Venus powered through this bias, her larger-than-life campaign and power game silencing sceptics of women’s “stamina” and athleticism. The on-court tension of her bitter-sweet rivalry with another veteran player stopped strawberry-and-cream-topped-spoons in mid-air for long spells. The tickets to women’s matches had been priced lower by Wimbledon authorities themselves decades ago, and changing that would have only proved that crowds would pay an equal amount to watch the women in action. As for the last argument about TV ratings, that too was demolished.
Larry Scott resurfaced, and in a heart-to-heart with Venus, asked her if she was serious enough about this issue to spearhead the movement aggressively. She was said she was willing to fight it out to the championship point.
“How could it be that Wimbledon finds itself on the wrong side of history?” asked Venus
This one, all-encompassing question challenged the dogmatic supremacy of the supposed ‘Wimbledon legacy’. In one of the highest-read London Times opinion pieces ever, she wrote, “I feel so strongly that Wimbledon’s stance devalues the principle of meritocracy and diminishes the years of hard work that women on the tour have put into becoming professional tennis players. The message I like to convey to women and girls across the globe is that there is no glass ceiling. But, my fear is that Wimbledon is loudly and clearly sending the opposite message. I intend to keep doing everything I can until Billie Jean’s original dream of equality is made real. It’s a shame that the name of the greatest tournament in tennis, an event that should be a positive symbol for the sport, is tarnished.”
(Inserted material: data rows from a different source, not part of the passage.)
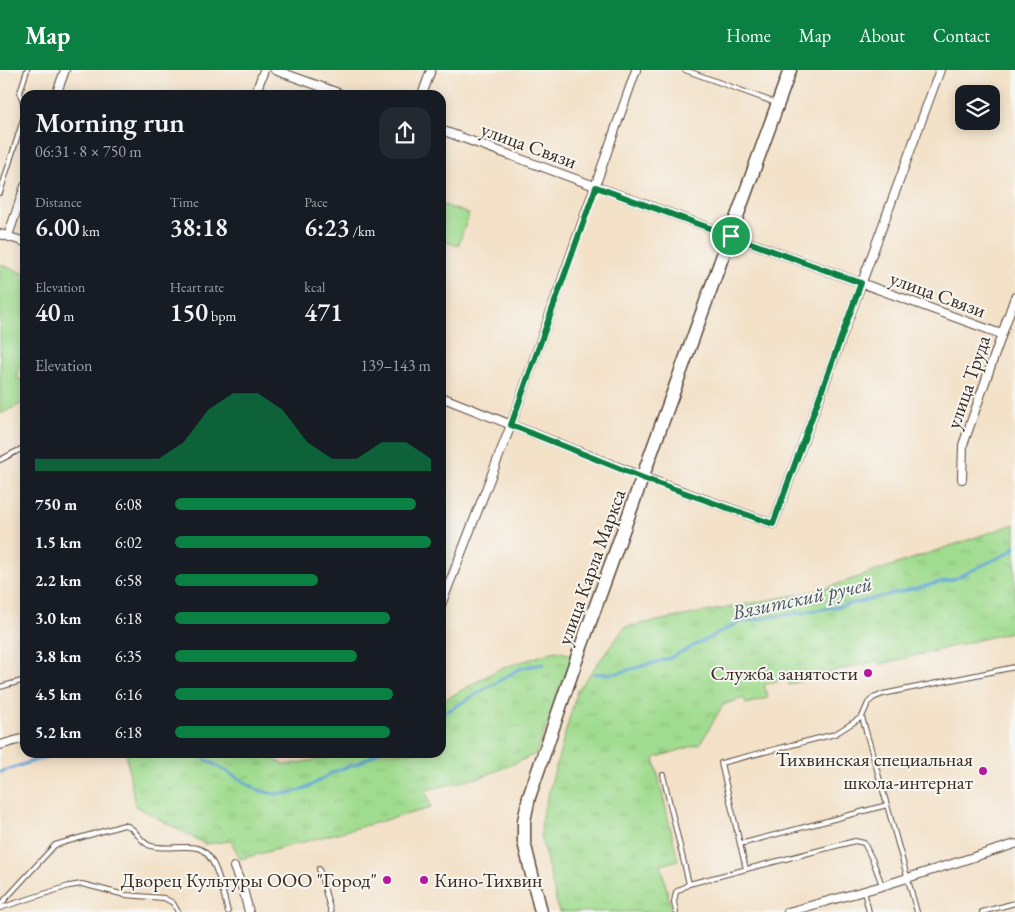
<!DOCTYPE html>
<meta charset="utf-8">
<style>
:root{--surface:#171b24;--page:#242831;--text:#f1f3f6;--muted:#9ea1a6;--accent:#0b8043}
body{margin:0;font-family:"EB Garamond",serif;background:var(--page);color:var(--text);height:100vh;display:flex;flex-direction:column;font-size:19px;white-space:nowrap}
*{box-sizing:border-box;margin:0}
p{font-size:16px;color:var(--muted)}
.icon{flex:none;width:28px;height:28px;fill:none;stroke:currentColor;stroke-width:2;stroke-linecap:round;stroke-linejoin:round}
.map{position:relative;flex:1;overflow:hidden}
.sheet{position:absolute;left:20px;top:20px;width:426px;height:668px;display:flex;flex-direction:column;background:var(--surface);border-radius:15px;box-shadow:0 2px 12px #0003}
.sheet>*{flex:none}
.controls{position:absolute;left:955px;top:15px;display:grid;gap:10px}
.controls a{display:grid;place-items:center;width:45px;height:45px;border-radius:10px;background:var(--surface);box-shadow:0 2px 12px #0003;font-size:25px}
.pin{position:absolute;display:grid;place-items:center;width:42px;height:42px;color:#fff;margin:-21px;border:2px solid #fff;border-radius:50%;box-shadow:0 1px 5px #0007}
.round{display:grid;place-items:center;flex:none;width:52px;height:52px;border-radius:15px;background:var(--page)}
.headline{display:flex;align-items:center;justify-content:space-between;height:85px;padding:0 15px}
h1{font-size:28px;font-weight:600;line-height:38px}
.stats{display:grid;grid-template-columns:repeat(3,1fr);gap:8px;height:85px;padding:5px 15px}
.stats div{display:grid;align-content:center}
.stats b{font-size:25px;font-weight:600}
.stats small{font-size:14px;font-weight:400}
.stats p{font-size:14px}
.chart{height:140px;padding:10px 15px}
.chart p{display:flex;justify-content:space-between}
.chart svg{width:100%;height:90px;margin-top:5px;fill:var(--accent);opacity:.7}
ul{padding:0 15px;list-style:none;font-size:16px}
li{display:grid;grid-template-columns:80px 60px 1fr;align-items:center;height:38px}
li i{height:12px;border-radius:6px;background:var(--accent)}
header{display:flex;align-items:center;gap:30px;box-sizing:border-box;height:70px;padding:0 25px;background:var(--accent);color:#fff}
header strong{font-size:24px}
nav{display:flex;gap:28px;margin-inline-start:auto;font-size:18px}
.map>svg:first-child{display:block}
.grass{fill:#a0dc8f;stroke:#6e8356}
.park{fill:url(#park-tufts);stroke:#6e8356}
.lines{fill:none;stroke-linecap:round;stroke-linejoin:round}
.stream{stroke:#63a6d7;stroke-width:3}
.lane-casing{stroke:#574538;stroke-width:6}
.street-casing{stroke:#574538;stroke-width:10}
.primary-casing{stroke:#574538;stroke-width:15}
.lane{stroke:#fff;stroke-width:4}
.street{stroke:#fff;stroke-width:8}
.primary{stroke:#fff;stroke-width:12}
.route-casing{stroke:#fff;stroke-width:10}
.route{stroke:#0b8043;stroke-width:6}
.poi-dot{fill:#b5179e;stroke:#f6f6f2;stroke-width:2}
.labels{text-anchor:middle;stroke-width:4;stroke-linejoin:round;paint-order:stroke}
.street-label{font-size:20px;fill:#3b2a1e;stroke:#f6f6f2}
.poi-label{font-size:20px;fill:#3b2a1e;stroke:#f6f6f2;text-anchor:end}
.water-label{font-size:21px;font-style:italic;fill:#49555f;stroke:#f6f6f2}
</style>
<header>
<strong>Map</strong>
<nav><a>Home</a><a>Map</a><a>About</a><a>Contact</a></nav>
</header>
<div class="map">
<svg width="1015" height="842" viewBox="0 0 1015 842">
<defs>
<pattern id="park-tufts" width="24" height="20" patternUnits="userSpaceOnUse" patternTransform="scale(1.25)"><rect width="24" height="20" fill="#a0dc8f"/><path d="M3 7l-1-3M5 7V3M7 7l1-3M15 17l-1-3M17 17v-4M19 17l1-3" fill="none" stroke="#8bbd7b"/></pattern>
</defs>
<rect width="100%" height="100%" fill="#f6f6f2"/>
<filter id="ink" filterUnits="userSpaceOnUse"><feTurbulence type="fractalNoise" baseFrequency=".02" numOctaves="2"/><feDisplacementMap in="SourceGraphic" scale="10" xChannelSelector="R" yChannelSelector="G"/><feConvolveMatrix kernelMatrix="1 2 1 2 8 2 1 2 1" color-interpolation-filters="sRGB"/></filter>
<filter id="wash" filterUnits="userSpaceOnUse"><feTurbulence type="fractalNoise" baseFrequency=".0096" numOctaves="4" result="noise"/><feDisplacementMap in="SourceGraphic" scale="20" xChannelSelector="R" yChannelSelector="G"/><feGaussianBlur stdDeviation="1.12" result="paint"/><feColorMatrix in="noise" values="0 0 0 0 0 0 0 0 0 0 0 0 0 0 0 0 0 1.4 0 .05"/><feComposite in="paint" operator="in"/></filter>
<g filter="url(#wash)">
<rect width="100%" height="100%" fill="#f3e1c8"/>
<!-- grass -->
<g class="grass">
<polygon points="441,134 469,144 458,176 441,170"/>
<polygon points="0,194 25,204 25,258 23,264 25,265 25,284 17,308 25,311 25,332 0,344"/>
</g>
<!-- park -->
<g class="park">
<polygon points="1015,454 1015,561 882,594 876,591 814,606 789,615 786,608 764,615 768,628 746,634 744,628 723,635 700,674 654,688 678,790 661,795 672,842 559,842 541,766 542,746 577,621 625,557 817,521"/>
<polygon points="556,581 573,585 536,684 482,707 426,720 431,738 240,789 231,771 205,774 135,736 126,683 259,683 286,695 353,683 441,682 441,632 499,599"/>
</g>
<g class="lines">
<!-- stream -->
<g class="stream">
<polyline points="594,604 618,603 670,588 740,552 842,536 954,509 1008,483 1015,477"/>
<polyline points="441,645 521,598 543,594"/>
<polyline points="193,682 260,721 275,724 291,723 309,717 333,702 359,693 379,682"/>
<polyline points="0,702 61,682"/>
</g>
</g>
</g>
<g filter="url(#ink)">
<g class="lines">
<defs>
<g id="lane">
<polyline points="685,0 776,33"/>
<polyline points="25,41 20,22 27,0"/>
<polyline points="0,123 25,43"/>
<polyline points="0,390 25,377"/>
<polyline points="0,617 25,610"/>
<polyline points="862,647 887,735"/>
<polyline points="663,705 689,814"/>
<polyline points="740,774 721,693 835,664 862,647 868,633 873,628 883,624 1015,597"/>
<polyline points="319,799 331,842"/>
<polyline points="746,799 740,774 887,735 917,842"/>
<polyline points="864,821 869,842"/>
<path d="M0 835 55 775 124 755C137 757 139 773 151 776 166 780 182 775 197 778 217 782 223 825 228 842"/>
<polyline points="0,838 69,816 82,814 125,825 164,828 173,833 178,842"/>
<polyline points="676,842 674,832 676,822 689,814 855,771 864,773 873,791 882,815"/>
<polyline points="982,842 1015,833"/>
</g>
<g id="street">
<polyline points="275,0 344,25"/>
<polyline points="56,25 65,0"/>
<polyline points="255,25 264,0"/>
<polyline points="422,25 431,0"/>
<polyline points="441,60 1001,264"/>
<polyline points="0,164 25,172"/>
<polyline points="8,166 25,116"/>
<polyline points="441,327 643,407 773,454 940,0"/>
<polyline points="962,409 963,375 1015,227"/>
<polyline points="441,535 511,355 636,0"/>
<polyline points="0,675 25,668"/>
<polyline points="234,797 243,819 249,842"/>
<polyline points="788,842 882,816 1015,774"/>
</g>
<polyline id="primary" points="541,842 524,772 524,751 529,727 578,585 790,0"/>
</defs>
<!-- lane casing -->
<use href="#lane" class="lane-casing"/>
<!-- street casing -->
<use href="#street" class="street-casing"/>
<!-- primary casing -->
<use href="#primary" class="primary-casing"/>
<!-- lane -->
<use href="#lane" class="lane"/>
<!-- street -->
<use href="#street" class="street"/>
<!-- primary -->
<use href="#primary" class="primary"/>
</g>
</g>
<g class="lines" filter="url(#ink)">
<defs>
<polygon id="route" points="596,117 861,213 773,454 643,408 511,355"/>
</defs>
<!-- route casing -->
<use href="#route" class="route-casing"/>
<!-- route -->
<use href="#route" class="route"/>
</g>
<!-- markers -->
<g class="poi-dot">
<circle cx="868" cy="603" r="5"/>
<circle cx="983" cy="701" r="5"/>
<circle cx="387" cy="810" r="5"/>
<circle cx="424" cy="810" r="5"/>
</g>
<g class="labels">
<!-- street labels -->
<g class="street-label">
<text transform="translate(529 75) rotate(20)" y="7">улица Связи</text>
<text transform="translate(938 224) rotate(20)" y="7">улица Связи</text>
<text transform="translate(968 312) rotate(-71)" y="7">улица Труда</text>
<text transform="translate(591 497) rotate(-70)" y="7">улица Карла Маркса</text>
</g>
<!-- poi labels -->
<g class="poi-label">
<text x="858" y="610">Служба занятости</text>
<text x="973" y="696">Тихвинская специальная<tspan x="973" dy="23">школа-интернат</tspan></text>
<text x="377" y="817">Дворец Культуры ООО "Город"</text>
<text x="434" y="817" text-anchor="start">Кино-Тихвин</text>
</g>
<!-- water labels -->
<g class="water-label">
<text transform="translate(802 528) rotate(-12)" y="7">Вязитский ручей</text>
</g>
</g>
</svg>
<div class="controls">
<a><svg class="icon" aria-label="layers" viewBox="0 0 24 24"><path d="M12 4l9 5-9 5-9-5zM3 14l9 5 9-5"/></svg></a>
</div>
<div class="pin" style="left:731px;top:166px;background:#1e9e55"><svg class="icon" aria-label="arrive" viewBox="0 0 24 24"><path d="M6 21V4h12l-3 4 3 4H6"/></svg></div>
<section class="sheet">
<div class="headline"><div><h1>Morning run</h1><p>06:31 · 8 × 750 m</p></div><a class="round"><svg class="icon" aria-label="share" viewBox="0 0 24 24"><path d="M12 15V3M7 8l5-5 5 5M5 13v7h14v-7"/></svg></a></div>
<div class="stats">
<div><p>Distance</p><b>6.00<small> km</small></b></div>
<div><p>Time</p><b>38:18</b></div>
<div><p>Pace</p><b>6:23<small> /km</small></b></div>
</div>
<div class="stats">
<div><p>Elevation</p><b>40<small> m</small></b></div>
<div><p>Heart rate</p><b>150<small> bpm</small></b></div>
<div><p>kcal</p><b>471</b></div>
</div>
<div class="chart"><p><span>Elevation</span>139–143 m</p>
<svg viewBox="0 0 160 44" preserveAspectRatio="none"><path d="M0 44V38L10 38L20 38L30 38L40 38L50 38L60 30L70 14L80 6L90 6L100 14L110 30L120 38L130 38L140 30L150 30L160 38V44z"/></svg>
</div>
<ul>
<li><b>750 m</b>6:08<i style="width:94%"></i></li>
<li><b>1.5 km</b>6:02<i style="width:100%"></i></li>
<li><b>2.2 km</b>6:58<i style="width:56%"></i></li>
<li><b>3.0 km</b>6:18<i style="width:84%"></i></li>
<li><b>3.8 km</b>6:35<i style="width:71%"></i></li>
<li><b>4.5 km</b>6:16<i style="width:85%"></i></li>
<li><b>5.2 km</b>6:18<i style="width:84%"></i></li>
</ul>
</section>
</div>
2007: Venus’ ‘Game, Set, Match’ for equality:
She took up the defensive by as many notches as the difference in dollars. Collaborating with the UNESCO and the WTA, she ensured that a storm was kicked up on a global stage, until Labor Party MP Janet Anderson decided to raise the matter in Parliament.
“Thirty years on from the introduction of the Equal Pay Act by a Labour Government, the winner of the women’s singles at Wimbledon will receive £30,000 less in prize money than the winner of the men’s singles,” she challenged then Prime Minister Tony Blair. He then officially endorsed her efforts and paved the way to equality in the only Grand Slam that had held on to archaic pay scales.
In 2007, Williams’ efforts paid off. Phillips relented, “This year, taking into account both the overall progression, and the fact that broader social factors are also relevant to the decision, they [the Committee] have decided that the time is right to bring this subject to a logical conclusion and eliminate the difference.”
When Venus heard, she historically said the words, “The greatest tennis tournament in the world has reached an even greater height today. I applaud today’s decision by Wimbledon, which recognises the value of women’s tennis.”
And this story had an ending as poetic as it gets. In 2007, it was Venus who claimed that historic equal cheque, winning her fourth Wimbledon championship and sharing the glory equally with Roger Federer – in every sense.
Source of quotes: Ava DuVernay’s “Venus Vs” made for ESPN’s Nine For IX series.